Doch nicht nur das beklemmende Gefühl, als Mutter gnadenlos zu versagen, trieb mich um, sondern auch die Unübersichtlichkeit an notwendigen Behördengängen nach einer Geburt: Im Internet suchte ich damals z.B. vergebens nach der richtigen Anlaufstelle der Familienkasse und ich erinnere mich noch gut an längere Telefonate, bis ich wusste, was ich zu tun hatte, etwa wegen Kindergeld, Mutterschutz oder Krankenversicherung. Alles in allem waren es anstrengende Wochen und Monate und ich werde dieses damalige Gefühl einer gewissen Ohnmacht und Hilfslosigkeit nicht vergessen. Um alle zu beruhigen: Das Kind hat überlebt, es geht ihm gut und es ist schon recht groß. Letzteres bedauerte ich allerdings sehr, als ich vor etwa einem Jahr den „Willkommen im Leben“-Babybegrüßungsdienst des Kreises Düren kennenlernte und meinen Augen und Ohren nicht traute: Kind-erprobte Mamas und Omas besuchen ehrenamtlich Familien mit frisch geborenen Babies und überreichen eine Begrüßungstasche, die es in sich hat. Beim Betrachten des „Willkommen im Leben“-Ordners der Bundeszentrale für gesundheitliche Aufklärung mit den sorgfältig und übersichtlich aufbereiteten Informationen, den kleinen Präsenten und Gutscheinen geriet ich nahezu ins Schwärmen: „Hätte ich doch damals diese Unterlagen gehabt, dann wäre manches einfacher verlaufen und ich hätte mir weniger Sorgen machen müssen.“
Ich staunte über einen Ordner, der in klarer Sprache über alle wichtigen Formalitäten nach der Geburt eines Kindes im Behörden-Dschungel informiert und das Dickicht lüftet, Infos über jegliche wirtschaftliche Hilfen bereithält – auch für Alleinerziehende, der wichtige Untersuchungen beim Kinderarzt anspricht, Möglichkeiten der Kindesbetreuung zusammenstellt, das erste Entwicklungsjahr des Kindes liebevoll und mit vielen Tipps beleuchtet – auch in Form einer DVD und vieles mehr. Und das Wichtigste daran: Alle Themen sind regionsbezogen, d.h. bei allen Informations-, Hilfs- und Beratungsangeboten sind die regionalen Ansprechpartner aufgeführt – mit direkter Telefondurchwahl! So finde ich z.B. ohne Umwege als Anwohnerin Jülichs die richtige Familienkasse, ich erfahre, dass es eine regionale Familienkarte gibt, die Ermäßigungen in vielen sportlichen, kulturellen und gastronomischen Angeboten ermöglicht und sehe auf Anhieb alle in der Region vorhandenen Kinderbetreuungsmöglichkeiten mit Kurzbeschreibung. Auch für das Kind haben sich die Initiatoren des Babybegrüßungsdienstes einiges einfallen lassen: Babysocken, Lätzchen, ein Stofftier, ein Märchenbuch und viele Gutscheine runden das Angebot ab.

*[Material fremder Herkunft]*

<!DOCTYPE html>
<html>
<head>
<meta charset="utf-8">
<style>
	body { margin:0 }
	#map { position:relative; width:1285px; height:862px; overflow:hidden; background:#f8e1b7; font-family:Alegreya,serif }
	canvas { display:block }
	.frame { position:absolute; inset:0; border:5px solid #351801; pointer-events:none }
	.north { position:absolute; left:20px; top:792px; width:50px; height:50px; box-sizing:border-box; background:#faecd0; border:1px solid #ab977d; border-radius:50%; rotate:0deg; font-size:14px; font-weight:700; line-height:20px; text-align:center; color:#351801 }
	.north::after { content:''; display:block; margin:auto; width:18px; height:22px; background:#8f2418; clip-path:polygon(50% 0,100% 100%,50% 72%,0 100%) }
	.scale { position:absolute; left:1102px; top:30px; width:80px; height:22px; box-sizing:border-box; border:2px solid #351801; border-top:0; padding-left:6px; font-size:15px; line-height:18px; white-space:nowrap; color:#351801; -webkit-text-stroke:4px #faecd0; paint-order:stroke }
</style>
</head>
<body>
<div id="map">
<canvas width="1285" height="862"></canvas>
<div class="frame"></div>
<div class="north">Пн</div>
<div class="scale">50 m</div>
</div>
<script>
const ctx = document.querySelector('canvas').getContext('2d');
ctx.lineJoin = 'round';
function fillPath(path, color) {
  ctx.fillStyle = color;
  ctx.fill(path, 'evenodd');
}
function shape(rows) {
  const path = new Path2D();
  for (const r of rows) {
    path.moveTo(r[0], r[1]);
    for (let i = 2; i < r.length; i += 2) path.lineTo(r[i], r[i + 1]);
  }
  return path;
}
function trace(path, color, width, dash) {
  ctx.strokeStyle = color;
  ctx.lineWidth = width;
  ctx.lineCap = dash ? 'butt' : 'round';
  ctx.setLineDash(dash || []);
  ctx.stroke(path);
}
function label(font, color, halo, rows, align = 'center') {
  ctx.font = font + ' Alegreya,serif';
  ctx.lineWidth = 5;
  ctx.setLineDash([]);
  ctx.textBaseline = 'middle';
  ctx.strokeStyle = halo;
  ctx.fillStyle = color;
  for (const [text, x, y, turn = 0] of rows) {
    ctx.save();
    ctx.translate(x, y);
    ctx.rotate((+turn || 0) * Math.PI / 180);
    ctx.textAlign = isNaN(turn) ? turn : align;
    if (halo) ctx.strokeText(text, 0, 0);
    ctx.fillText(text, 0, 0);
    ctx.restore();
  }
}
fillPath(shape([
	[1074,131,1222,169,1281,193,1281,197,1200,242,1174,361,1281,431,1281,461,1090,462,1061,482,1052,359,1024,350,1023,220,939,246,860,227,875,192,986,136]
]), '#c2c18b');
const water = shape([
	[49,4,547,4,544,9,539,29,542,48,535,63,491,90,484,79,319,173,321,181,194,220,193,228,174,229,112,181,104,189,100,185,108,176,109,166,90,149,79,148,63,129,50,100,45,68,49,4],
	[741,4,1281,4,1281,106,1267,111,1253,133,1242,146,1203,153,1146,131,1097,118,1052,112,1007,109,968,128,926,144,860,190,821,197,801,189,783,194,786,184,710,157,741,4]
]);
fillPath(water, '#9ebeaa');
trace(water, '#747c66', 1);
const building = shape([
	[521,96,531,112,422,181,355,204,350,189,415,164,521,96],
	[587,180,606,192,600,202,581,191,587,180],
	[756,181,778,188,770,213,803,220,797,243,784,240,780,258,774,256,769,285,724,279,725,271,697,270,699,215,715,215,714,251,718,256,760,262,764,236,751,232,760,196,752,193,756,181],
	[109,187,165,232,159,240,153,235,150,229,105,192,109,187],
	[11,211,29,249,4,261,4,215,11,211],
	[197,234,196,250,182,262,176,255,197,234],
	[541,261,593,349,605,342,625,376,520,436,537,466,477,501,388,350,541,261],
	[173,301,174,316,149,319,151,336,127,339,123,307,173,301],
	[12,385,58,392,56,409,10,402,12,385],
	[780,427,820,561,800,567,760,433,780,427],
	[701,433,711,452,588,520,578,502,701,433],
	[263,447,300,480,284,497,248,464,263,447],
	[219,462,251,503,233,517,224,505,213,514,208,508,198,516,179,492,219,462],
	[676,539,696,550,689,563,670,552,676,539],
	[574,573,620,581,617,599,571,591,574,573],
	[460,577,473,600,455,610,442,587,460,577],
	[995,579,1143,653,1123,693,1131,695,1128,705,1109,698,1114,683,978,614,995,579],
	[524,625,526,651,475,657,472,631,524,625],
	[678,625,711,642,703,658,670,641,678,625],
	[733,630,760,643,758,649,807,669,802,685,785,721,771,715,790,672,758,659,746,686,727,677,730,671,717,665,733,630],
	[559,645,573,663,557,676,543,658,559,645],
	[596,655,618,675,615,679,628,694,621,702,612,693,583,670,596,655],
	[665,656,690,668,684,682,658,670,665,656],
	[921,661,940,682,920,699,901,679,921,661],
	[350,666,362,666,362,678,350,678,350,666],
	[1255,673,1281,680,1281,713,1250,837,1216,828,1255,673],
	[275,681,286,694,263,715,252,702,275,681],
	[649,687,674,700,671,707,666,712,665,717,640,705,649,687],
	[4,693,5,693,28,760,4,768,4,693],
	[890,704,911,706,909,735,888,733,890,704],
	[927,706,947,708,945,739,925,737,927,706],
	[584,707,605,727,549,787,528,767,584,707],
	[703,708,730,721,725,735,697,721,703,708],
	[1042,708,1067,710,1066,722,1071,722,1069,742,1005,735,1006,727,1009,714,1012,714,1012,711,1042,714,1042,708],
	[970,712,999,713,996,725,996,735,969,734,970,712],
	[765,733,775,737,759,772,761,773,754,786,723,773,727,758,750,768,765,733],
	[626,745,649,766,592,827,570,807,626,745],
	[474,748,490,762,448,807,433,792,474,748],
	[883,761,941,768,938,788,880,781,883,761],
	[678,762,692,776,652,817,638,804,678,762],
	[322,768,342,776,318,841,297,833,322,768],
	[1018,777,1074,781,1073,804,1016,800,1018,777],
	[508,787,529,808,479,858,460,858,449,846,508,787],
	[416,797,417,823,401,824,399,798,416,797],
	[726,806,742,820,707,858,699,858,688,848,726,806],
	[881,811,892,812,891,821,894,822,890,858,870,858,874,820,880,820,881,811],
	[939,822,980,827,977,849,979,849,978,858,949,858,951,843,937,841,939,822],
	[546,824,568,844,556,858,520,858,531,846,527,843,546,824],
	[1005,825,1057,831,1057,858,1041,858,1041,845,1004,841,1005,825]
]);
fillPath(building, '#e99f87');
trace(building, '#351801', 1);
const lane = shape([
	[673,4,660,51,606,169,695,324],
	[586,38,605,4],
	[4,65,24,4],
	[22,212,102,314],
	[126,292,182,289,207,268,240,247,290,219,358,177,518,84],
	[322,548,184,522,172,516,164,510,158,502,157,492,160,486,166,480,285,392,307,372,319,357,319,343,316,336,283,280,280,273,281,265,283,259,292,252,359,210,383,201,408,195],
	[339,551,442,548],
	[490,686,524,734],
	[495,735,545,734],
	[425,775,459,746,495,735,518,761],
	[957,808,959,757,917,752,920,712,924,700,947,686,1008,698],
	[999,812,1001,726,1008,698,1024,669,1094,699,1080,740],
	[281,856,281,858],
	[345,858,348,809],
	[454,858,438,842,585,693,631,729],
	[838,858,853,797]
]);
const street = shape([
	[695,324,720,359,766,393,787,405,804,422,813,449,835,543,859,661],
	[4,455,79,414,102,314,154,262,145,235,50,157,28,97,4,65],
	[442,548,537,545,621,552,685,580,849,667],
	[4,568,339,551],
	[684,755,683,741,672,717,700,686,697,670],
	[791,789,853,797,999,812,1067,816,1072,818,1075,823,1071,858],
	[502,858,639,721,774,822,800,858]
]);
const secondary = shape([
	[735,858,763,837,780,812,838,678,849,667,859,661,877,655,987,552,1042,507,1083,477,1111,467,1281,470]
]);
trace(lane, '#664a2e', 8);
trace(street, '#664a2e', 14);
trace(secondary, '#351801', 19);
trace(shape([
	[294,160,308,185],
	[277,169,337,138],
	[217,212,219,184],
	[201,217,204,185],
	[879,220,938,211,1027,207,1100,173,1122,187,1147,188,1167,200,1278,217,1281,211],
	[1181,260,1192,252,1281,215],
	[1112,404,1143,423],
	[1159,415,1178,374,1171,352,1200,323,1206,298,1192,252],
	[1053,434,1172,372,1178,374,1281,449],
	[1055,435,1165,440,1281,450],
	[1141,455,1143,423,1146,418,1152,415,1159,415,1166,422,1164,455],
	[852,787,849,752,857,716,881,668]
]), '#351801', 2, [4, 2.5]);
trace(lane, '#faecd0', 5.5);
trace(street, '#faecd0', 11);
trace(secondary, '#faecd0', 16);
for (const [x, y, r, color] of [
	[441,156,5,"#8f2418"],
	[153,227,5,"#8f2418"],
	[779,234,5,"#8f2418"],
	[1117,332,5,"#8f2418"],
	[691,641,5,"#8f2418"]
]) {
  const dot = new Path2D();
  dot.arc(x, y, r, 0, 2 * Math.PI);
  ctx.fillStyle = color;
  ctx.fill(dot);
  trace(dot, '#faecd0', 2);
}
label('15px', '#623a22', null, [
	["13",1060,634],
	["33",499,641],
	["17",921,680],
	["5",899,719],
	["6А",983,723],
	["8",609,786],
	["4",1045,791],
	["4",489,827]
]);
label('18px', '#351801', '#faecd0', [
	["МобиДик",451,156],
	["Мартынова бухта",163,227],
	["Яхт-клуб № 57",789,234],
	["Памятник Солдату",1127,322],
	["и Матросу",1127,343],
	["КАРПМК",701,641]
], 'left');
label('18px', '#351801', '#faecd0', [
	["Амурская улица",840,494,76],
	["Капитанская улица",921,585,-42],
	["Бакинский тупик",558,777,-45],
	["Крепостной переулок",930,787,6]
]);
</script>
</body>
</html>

Nun die wichtigste Frage: Wer kann diesen Service in Anspruch nehmen?
Antwort: Alle Eltern mit einem Baby bis zu einem Jahr nach der Geburt. Und diese müssen sich noch nicht mal dafür anstrengen, denn etwa sechs Wochen nach der Geburt erhalten die jungen Eltern automatisch Post vom Amt für Familie, Senioren und Soziales des Kreises Düren. In dessen Gratulationsschreiben liegt ein Flyer des Babybegrüßungsdienstes mit einer Antwortkarte bei. Mit Letzterer können die Eltern sich für einen Besuch entscheiden.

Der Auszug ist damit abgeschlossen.